Ontario’s Fire Fighters assembled on October 1st at the Ontario Fire Fighters Memorial near Queen’s Park to honour fire fighters who have died in the line of duty. This annual tradition includes representatives from professional fire fighters, volunteer fire fighters, fire chiefs, and the Ontario government.


“This is a sombre occasion, but it is also an opportunity for us to gather, remember our fallen brothers and sisters, and offer some comfort to the loved ones left behind,” said Rob Hyndman, President of the Ontario Professional Fire Fighters Association. “The Ontario Fire Service is an extended family, and events like this allow us to grieve with the wives, husbands, children, and parents of those who have lost a loved one.”

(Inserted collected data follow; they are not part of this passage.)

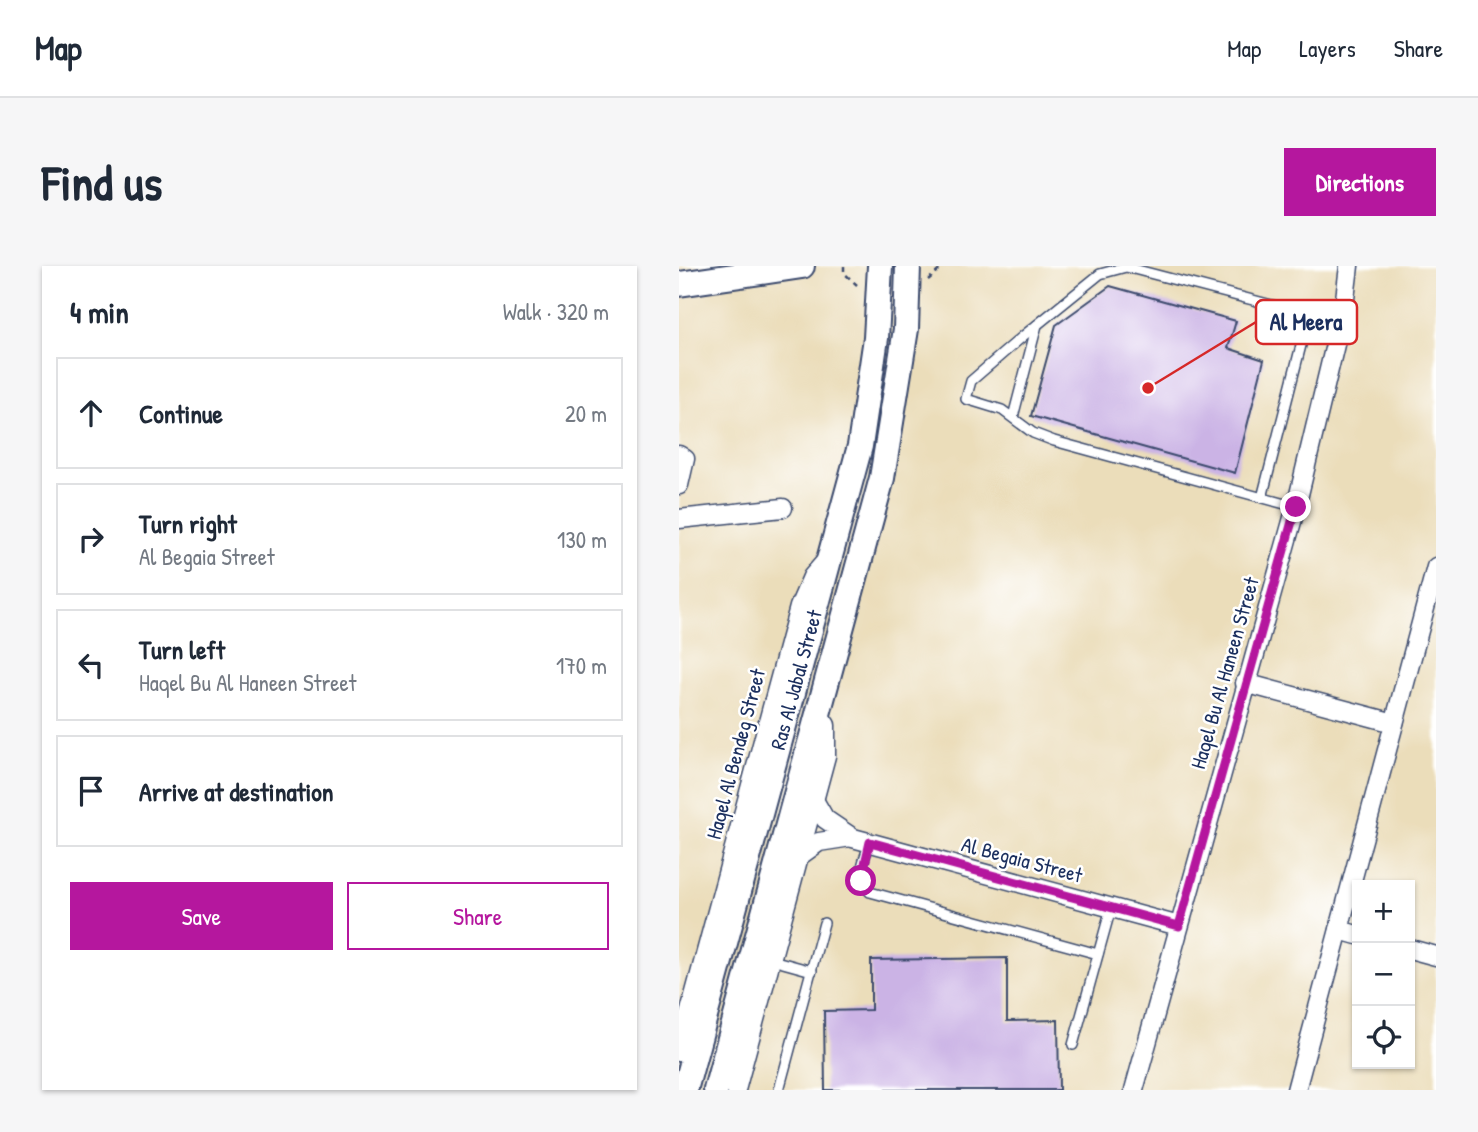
<!DOCTYPE html>
<html lang="en">
<head>
<meta charset="utf-8">
<style>
  :root { --surface:#fff; --page:#f6f6f7; --text:#1f2937; --muted:#747a83; --line:#e0e1e3; --accent:#b5179e }
  body { margin:0; font-family:"Patrick Hand",sans-serif; background:var(--page); color:var(--text) }
  .controls { position:absolute; right:21px; bottom:21px; display:grid; overflow:hidden; border-radius:0px; box-shadow:0 2px 5px #0004 }
  .controls button { width:63px; height:63px; display:grid; place-items:center; padding:0; border:0; border-bottom:2px solid var(--line); background:var(--surface); color:var(--text); font:35px sans-serif }
  .stop { position:absolute; width:21px; height:21px; margin:-16px; border:5px solid #b5179e; border-radius:50%; background:#fff }
  .stop.end { background:#b5179e; border-color:#fff; box-shadow:0 2px 7px #0008 }
  .list { margin:0; padding:0; list-style:none }
  h2 { display:flex; justify-content:space-between; align-items:center; height:91px; margin:0; padding:0 28px; font-size:30px }
  h2 small { font-size:23px; font-weight:400; color:var(--muted) }
  .list li { display:grid; grid-template-columns:46px 1fr auto; gap:21px; align-items:center; box-sizing:border-box; height:112px; margin:0 14px 14px; padding:0 14px; border:2px solid var(--line); border-radius:0px }
  .list b { display:block; font-size:26px; white-space:nowrap }
  .list p { margin:0; font-size:23px; white-space:nowrap; color:var(--muted) }
  .list em { font-size:23px; font-style:normal; color:var(--muted) }
  .actions { display:flex; gap:14px; padding:21px 28px }
  .actions a { flex:1; padding:16px 0; border:2px solid var(--accent); border-radius:0px; text-align:center; font-size:24px; color:var(--accent) }
  .actions .main { background:var(--accent); color:#fff }
  .icon { flex:none; width:38px; height:38px; fill:none; stroke:currentColor; stroke-width:2; stroke-linecap:round; stroke-linejoin:round }
  .map { position:relative; flex:none; width:757px; height:824px; overflow:hidden; border-radius:0px }
  header { display:flex; align-items:center; gap:42px; box-sizing:border-box; height:98px; padding:0 35px; background:var(--surface); border-bottom:2px solid var(--line) }
  header strong { font-size:33px }
  nav { display:flex; gap:38px; margin-inline-start:auto; font-size:24px }
  .intro { display:flex; align-items:center; justify-content:space-between; box-sizing:border-box; height:168px; padding:0 42px }
  h1 { margin:0; font-size:49px }
  .button { padding:18px 32px; border-radius:0px; background:var(--accent); color:#fff; font-size:24px; font-weight:700 }
  main { display:flex; gap:42px; padding:0 42px }
  aside { flex:1; background:var(--surface); border-radius:0px; box-shadow:0 2px 5px #0004 }
  .map>svg:first-child { display:block }
  .building { fill:#cbb3e5 }
  .lines { fill:none; stroke-linecap:round; stroke-linejoin:round }
  .lane-casing { stroke:#3a496c; stroke-width:12 }
  .street-casing { stroke:#3a496c; stroke-width:21 }
  .secondary-casing { stroke:#3a496c; stroke-width:28 }
  .path { stroke:#3a496c; stroke-width:2.5; stroke-dasharray:5 5; stroke-linecap:butt }
  .lane { stroke:#fff; stroke-width:9 }
  .street { stroke:#fff; stroke-width:18 }
  .secondary { stroke:#fff; stroke-width:24 }
  .route { stroke:#b5179e; stroke-width:9 }
  .labels { text-anchor:middle; stroke-width:5; stroke-linejoin:round; paint-order:stroke }
  .street-label { font-size:21px; fill:#1b2f5e; stroke:#fff }
  .leader { fill:none; stroke:#d62828; stroke-width:2.5 }
  .callout-dot { fill:#d62828; stroke:#fff; stroke-width:2.5 }
  .callout { fill:#fff; stroke:#d62828; stroke-width:2.5 }
  .callout-label { font-size:23px; text-anchor:middle; font-weight:bold; fill:#1b2f5e }
</style>
</head>
<body>
<header>
<strong>Map</strong>
<nav><a>Map</a><a>Layers</a><a>Share</a></nav>
</header>
<div class="intro"><h1>Find us</h1><a class="button">Directions</a></div>
<main>
<aside>
<h2>4 min<small>Walk · 320 m</small></h2>
<ul class="list">
<li><svg class="icon" aria-label="ahead" viewBox="0 0 24 24"><path d="M12 20V5M6 11l6-6 6 6"/></svg><div><b>Continue</b></div><em>20 m</em></li>
<li><svg class="icon" aria-label="right" viewBox="0 0 24 24"><path d="M7 20v-9h11M14 6l5 5-5 5"/></svg><div><b>Turn right</b><p>Al Begaia Street</p></div><em>130 m</em></li>
<li><svg class="icon" aria-label="left" viewBox="0 0 24 24"><path d="M17 20v-9H6M10 6l-5 5 5 5"/></svg><div><b>Turn left</b><p>Haqel Bu Al Haneen Street</p></div><em>170 m</em></li>
<li><svg class="icon" aria-label="arrive" viewBox="0 0 24 24"><path d="M6 21V4h12l-3 4 3 4H6"/></svg><div><b>Arrive at destination</b></div></li>
</ul>
<div class="actions"><a class="main">Save</a><a>Share</a></div>
</aside>
<div class="map">
<svg width="757" height="824" viewBox="0 0 757 824">
  <rect width="100%" height="100%" fill="#fff"/>
  <filter id="ink" filterUnits="userSpaceOnUse"><feTurbulence type="fractalNoise" baseFrequency=".0143" numOctaves="2"/><feDisplacementMap in="SourceGraphic" scale="14" xChannelSelector="R" yChannelSelector="G"/><feConvolveMatrix kernelMatrix="1 2 1 2 8 2 1 2 1" color-interpolation-filters="sRGB"/></filter>
  <filter id="wash" filterUnits="userSpaceOnUse"><feTurbulence type="fractalNoise" baseFrequency=".00686" numOctaves="4" result="noise"/><feDisplacementMap in="SourceGraphic" scale="28" xChannelSelector="R" yChannelSelector="G"/><feGaussianBlur stdDeviation="1.57" result="paint"/><feColorMatrix in="noise" values="0 0 0 0 0 0 0 0 0 0 0 0 0 0 0 0 0 1.4 0 .05"/><feComposite in="paint" operator="in"/></filter>
  <g filter="url(#wash)">
    <rect width="100%" height="100%" fill="#ebddba"/>
    <g id="blocks">
      <!-- building -->
      <g class="building">
        <polygon points="431,20 557,55 549,82 585,94 556,207 352,150 377,59"/>
        <polygon points="328,692 328,755 379,754 380,824 146,824 145,745 192,744 192,694"/>
      </g>
    </g>
  </g>
  <g filter="url(#ink)">
    <use href="#blocks" fill-opacity="0" stroke="#3a496c" stroke-width="2"/>
    <g class="lines">
      <!-- lane casing -->
      <g class="lane-casing">
        <g id="lane">
          <polyline points="334,151 358,59"/>
          <polyline points="583,232 630,48"/>
          <polyline points="617,241 375,175 354,167 323,144 287,133 292,115 343,71 421,8 447,1 662,57"/>
          <path d="M191,576C186,592 174,614 191,626L419,688"/>
          <polyline points="93,694 133,705"/>
          <polyline points="394,779 432,642"/>
          <polyline points="100,824 145,657"/>
        </g>
      </g>
      <!-- street casing -->
      <g class="street-casing">
        <g id="street">
          <polyline points="0,189 6,193 0,219"/>
          <polyline points="0,253 104,242"/>
          <polyline points="566,417 715,457"/>
          <polyline points="135,534 146,553 174,572 500,660"/>
          <polyline points="122,589 140,576 172,571"/>
          <polyline points="660,664 678,669"/>
          <polyline points="731,683 757,690"/>
          <polyline points="0,786 120,341 133,311 146,296"/>
          <polyline points="57,824 147,490 147,459 138,446"/>
          <polyline points="455,824 617,241 665,41 670,0"/>
          <polyline points="617,824 757,301"/>
        </g>
      </g>
      <!-- secondary casing -->
      <g class="secondary-casing">
        <g id="secondary">
          <polyline points="0,18 123,0"/>
          <path id="s1" d="M6,824L181,180L197,72L201,0"/>
          <polyline points="37,824 203,212 227,63 229,0"/>
        </g>
      </g>
      <!-- path -->
      <g class="path">
        <polyline points="165,0 165,7 178,19"/>
        <polyline points="249,14 265,0"/>
      </g>
      <!-- lane -->
      <use href="#lane" class="lane"/>
      <!-- street -->
      <use href="#street" class="street"/>
      <!-- secondary -->
      <use href="#secondary" class="secondary"/>
    </g>
  </g>
  <g class="lines" filter="url(#ink)">
    <!-- route -->
    <polyline class="route" points="182,615 191,576 500,660 617,241"/>
  </g>
  <g class="labels">
    <!-- street labels -->
    <g class="street-label">
      <text transform="translate(546 407) rotate(-74)" y="7">Haqel Bu Al Haneen Street</text>
      <text dy="7" stroke="none"><textPath href="#s1" startOffset="425">Ras Al Jabal Street</textPath></text>
      <text transform="translate(57 488) rotate(-75)" y="7">Haqel Al Bendeg Street</text>
      <text transform="translate(343 594) rotate(15)" y="7">Al Begaia Street</text>
    </g>
  </g>
  <!-- callouts -->
  <path class="leader" d="M469 122L577 56"/>
  <circle class="callout-dot" cx="469" cy="122" r="7"/>
  <rect class="callout" x="577" y="34" width="101" height="44" rx="7"/>
  <g class="callout-label">
    <text x="627" y="64">Al Meera</text>
  </g>
</svg>
<div class="controls">
<button>+</button>
<button>−</button>
<button><svg class="icon" aria-label="locate" viewBox="0 0 24 24"><circle cx="12" cy="12" r="6"/><path d="M12 2v4M12 18v4M2 12h4M18 12h4"/></svg></button>
</div>
<div class="stop" style="left:182px;top:615px"></div>
<div class="stop end" style="left:617px;top:241px"></div>
</div>
</main>
</body>
</html>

The names of fallen fire fighters are inscribed on a monument located near Queen’s Park Circle, northeast of College Street. The Memorial is staged on a red Maltese Cross, which is an international symbol for firefighting. A bronze sculpture depicts a modern-day fire fighter rescuing a child from peril with a towering black granite monolith representing a building behind. White granite walls surround it, with the name, rank, and date of death of Ontario's fallen fire fighters.

Steven Buckingham, representing the Ontario Fire Fighters Memorial Committee added that, “The annual Memorial Ceremony is one opportunity for fire fighters across Ontario to remind ourselves that we face many of the same challenges, no matter what uniform we wear.”

The earliest known line of duty death was William Thornton, who died on November 24, 1848.